(Stored data)
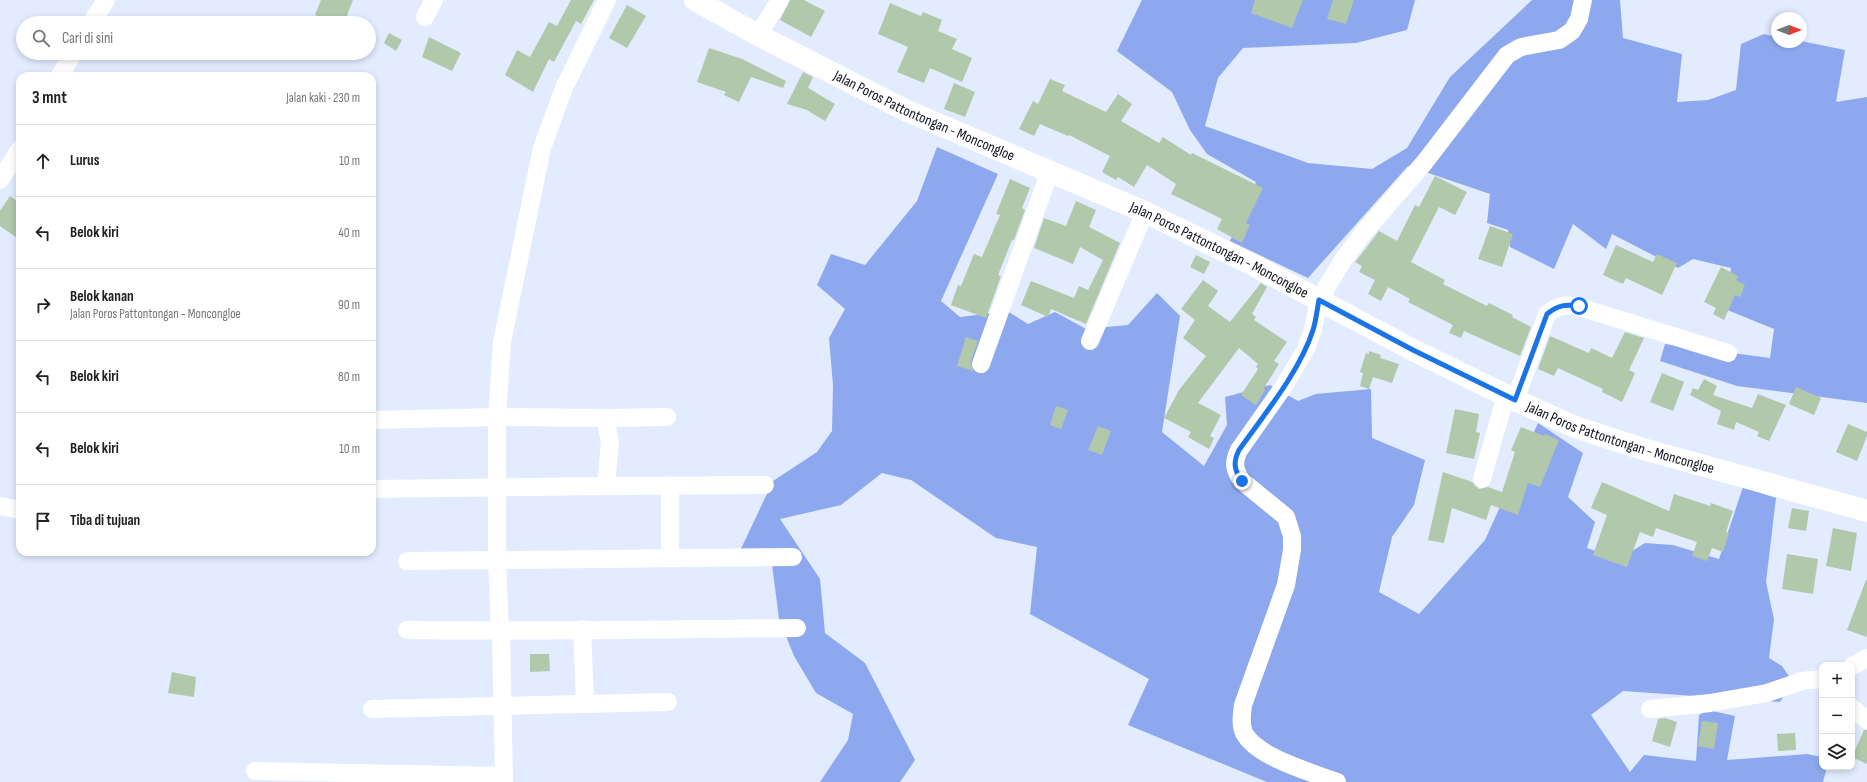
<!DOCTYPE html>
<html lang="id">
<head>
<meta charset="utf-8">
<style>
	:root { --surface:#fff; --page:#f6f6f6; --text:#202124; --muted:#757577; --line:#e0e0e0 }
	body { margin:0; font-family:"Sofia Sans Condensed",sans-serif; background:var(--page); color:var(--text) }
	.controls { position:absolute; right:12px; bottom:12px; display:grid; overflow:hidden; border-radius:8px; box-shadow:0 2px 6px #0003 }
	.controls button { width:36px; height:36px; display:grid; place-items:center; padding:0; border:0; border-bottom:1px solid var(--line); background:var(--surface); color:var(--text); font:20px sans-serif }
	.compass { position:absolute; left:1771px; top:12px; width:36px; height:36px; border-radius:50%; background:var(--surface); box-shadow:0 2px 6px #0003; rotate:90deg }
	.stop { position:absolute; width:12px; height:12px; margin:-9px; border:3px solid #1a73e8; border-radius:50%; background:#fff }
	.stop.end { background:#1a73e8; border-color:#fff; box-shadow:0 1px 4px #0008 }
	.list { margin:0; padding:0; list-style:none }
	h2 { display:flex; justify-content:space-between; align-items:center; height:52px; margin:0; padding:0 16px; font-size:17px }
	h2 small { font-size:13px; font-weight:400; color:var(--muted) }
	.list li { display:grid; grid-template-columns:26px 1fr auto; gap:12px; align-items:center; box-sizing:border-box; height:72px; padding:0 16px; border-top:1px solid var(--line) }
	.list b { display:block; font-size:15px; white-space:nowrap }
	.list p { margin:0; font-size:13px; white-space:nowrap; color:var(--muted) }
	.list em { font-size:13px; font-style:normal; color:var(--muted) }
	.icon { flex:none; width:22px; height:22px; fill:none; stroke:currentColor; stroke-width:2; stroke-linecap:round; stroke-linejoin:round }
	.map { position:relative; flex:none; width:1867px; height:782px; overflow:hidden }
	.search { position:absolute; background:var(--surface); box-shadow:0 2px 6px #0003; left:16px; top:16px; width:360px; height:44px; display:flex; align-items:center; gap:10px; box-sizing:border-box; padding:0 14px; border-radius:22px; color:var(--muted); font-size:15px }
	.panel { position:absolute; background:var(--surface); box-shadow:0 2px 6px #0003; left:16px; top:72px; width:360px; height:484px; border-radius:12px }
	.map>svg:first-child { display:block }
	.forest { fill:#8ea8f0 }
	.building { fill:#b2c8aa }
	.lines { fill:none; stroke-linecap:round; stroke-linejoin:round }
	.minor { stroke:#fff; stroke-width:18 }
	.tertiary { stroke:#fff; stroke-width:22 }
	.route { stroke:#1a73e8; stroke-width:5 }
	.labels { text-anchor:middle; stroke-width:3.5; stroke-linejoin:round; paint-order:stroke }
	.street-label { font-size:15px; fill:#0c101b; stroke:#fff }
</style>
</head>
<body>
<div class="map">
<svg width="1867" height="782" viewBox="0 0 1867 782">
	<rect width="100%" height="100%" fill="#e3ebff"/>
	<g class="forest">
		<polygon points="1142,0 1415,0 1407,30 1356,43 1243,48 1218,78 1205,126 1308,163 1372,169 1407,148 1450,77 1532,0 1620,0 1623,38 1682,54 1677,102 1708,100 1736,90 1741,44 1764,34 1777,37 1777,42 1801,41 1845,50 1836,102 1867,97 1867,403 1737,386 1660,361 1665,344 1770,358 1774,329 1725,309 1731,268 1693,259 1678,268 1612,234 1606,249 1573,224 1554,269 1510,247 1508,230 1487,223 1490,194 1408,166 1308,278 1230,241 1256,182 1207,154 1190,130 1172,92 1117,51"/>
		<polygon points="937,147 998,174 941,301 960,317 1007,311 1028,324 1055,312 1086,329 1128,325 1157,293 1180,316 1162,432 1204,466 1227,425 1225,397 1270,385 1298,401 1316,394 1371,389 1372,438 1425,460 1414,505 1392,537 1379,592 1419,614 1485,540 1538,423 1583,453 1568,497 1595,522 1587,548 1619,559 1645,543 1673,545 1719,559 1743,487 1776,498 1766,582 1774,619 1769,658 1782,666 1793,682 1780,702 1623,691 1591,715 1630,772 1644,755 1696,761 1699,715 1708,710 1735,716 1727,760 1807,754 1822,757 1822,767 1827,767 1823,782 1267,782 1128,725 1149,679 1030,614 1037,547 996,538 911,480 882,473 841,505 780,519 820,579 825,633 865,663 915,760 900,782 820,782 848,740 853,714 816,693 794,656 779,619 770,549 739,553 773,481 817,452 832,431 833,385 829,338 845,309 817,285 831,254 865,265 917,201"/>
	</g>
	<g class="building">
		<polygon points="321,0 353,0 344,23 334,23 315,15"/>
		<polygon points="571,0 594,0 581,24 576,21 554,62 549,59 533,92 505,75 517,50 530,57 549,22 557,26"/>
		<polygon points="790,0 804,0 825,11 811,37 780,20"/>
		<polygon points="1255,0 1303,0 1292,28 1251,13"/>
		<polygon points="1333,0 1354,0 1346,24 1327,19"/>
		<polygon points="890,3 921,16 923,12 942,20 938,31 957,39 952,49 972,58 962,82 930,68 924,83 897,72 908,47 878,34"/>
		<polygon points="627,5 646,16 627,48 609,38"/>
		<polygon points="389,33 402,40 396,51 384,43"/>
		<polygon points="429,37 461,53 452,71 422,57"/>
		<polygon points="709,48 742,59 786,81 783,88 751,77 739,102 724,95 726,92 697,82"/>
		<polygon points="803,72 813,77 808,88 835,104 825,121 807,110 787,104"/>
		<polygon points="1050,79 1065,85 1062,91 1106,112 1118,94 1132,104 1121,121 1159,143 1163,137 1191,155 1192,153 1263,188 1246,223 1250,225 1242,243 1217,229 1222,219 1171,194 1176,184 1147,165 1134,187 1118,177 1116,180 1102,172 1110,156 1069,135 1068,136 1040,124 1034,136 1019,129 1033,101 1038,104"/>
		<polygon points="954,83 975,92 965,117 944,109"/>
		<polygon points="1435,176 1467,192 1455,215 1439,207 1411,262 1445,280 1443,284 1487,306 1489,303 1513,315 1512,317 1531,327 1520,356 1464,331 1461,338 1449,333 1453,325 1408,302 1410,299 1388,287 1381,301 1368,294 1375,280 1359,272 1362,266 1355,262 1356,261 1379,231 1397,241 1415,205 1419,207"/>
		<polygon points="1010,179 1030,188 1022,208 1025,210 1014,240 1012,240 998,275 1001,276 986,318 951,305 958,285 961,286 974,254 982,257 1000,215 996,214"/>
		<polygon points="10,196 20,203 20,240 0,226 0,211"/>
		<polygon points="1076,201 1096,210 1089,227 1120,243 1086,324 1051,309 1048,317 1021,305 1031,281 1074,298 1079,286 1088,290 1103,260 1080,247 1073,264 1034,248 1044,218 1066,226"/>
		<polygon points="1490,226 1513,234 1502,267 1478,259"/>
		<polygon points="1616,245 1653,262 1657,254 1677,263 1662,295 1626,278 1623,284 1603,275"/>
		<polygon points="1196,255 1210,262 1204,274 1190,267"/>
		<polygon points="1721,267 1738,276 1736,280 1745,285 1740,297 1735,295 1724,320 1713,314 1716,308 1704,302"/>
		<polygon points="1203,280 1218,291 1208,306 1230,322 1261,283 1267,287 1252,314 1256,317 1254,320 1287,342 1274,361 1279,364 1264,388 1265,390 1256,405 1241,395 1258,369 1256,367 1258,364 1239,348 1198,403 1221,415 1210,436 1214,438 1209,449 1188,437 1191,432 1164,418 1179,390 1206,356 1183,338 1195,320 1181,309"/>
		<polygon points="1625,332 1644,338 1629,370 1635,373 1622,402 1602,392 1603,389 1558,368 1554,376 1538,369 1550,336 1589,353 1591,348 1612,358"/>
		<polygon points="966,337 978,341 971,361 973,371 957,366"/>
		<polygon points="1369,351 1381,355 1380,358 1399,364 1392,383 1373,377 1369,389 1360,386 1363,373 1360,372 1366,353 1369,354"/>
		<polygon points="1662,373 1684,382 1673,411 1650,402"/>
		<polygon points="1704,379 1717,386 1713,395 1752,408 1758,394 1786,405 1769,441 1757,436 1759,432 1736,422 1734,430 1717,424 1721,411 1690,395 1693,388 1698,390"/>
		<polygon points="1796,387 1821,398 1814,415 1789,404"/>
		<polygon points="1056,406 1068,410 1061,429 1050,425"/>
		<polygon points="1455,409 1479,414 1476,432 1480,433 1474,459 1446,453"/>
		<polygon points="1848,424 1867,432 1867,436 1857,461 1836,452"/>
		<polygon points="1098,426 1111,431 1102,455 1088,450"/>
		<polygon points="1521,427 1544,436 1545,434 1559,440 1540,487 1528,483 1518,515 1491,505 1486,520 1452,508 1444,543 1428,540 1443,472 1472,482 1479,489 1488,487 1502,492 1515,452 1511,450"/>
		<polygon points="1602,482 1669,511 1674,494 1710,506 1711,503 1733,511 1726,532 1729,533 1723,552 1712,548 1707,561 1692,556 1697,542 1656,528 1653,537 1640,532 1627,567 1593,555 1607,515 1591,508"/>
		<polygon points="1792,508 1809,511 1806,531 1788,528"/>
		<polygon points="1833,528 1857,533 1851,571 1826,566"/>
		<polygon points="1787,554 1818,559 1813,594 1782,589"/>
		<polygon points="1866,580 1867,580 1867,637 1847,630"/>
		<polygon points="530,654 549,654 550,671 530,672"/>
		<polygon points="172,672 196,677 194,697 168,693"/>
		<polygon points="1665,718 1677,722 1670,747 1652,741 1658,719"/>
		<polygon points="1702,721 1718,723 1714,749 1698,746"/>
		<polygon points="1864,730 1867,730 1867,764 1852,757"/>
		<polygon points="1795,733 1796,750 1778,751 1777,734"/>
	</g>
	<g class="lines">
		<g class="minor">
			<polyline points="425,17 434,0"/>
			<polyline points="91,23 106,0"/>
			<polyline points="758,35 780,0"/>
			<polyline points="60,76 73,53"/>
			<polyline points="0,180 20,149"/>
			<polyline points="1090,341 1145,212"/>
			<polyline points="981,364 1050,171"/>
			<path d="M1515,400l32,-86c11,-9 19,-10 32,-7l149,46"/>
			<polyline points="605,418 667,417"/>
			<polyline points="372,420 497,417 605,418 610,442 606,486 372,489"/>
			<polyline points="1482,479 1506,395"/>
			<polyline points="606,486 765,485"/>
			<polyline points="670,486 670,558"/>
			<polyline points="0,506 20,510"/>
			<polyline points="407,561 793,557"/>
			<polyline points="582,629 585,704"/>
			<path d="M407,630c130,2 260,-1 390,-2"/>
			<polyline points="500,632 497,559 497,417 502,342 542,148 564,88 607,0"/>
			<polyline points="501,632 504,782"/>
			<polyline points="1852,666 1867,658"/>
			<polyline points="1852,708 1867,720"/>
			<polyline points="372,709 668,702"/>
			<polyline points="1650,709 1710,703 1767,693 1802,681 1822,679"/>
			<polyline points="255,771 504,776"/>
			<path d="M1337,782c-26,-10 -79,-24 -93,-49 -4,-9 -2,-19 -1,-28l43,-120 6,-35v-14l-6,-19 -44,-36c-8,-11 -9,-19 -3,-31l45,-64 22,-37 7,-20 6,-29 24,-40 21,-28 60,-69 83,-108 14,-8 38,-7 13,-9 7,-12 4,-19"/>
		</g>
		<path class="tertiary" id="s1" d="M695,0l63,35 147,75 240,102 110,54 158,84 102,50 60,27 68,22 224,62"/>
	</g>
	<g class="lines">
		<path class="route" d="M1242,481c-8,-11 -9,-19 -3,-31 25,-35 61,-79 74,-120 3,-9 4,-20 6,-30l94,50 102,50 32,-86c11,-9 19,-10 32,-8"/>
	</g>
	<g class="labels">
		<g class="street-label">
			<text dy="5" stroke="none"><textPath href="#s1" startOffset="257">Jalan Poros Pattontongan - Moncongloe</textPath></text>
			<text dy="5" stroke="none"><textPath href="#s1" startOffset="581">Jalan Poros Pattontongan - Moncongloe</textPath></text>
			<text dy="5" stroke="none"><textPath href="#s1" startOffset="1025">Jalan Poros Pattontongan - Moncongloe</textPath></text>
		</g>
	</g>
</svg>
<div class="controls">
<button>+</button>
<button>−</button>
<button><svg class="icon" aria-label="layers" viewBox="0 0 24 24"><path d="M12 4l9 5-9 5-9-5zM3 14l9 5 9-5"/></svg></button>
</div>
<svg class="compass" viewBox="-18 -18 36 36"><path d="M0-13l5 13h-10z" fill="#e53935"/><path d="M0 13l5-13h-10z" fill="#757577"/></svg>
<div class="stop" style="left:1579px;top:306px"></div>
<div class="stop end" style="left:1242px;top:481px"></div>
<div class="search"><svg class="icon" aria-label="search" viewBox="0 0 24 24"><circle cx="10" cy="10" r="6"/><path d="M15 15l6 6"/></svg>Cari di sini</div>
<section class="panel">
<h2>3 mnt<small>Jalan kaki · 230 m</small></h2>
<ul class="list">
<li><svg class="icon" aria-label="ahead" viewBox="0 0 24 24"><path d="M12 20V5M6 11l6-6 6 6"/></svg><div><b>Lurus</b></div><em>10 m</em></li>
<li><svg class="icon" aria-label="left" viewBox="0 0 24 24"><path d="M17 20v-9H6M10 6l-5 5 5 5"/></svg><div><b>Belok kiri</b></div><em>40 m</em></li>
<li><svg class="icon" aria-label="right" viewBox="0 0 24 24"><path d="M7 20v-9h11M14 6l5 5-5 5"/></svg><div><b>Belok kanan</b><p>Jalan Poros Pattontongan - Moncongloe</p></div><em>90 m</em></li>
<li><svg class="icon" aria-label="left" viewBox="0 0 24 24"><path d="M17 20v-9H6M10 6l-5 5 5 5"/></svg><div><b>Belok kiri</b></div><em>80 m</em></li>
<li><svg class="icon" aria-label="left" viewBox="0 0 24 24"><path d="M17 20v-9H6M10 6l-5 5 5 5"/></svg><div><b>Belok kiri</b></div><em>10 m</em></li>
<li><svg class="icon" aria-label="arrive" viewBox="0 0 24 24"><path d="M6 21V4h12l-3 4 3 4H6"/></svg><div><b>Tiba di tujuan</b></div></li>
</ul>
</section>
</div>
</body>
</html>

• PROMPT
Only the lines containing the string "controls" are needed; pull them out of the records.

• REPLY
	.controls { position:absolute; right:12px; bottom:12px; display:grid; overflow:hidden; border-radius:8px; box-shadow:0 2px 6px #0003 }
	.controls button { width:36px; height:36px; display:grid; place-items:center; padding:0; border:0; border-bottom:1px solid var(--line); background:var(--surface); color:var(--text); font:20px sans-serif }
<div class="controls">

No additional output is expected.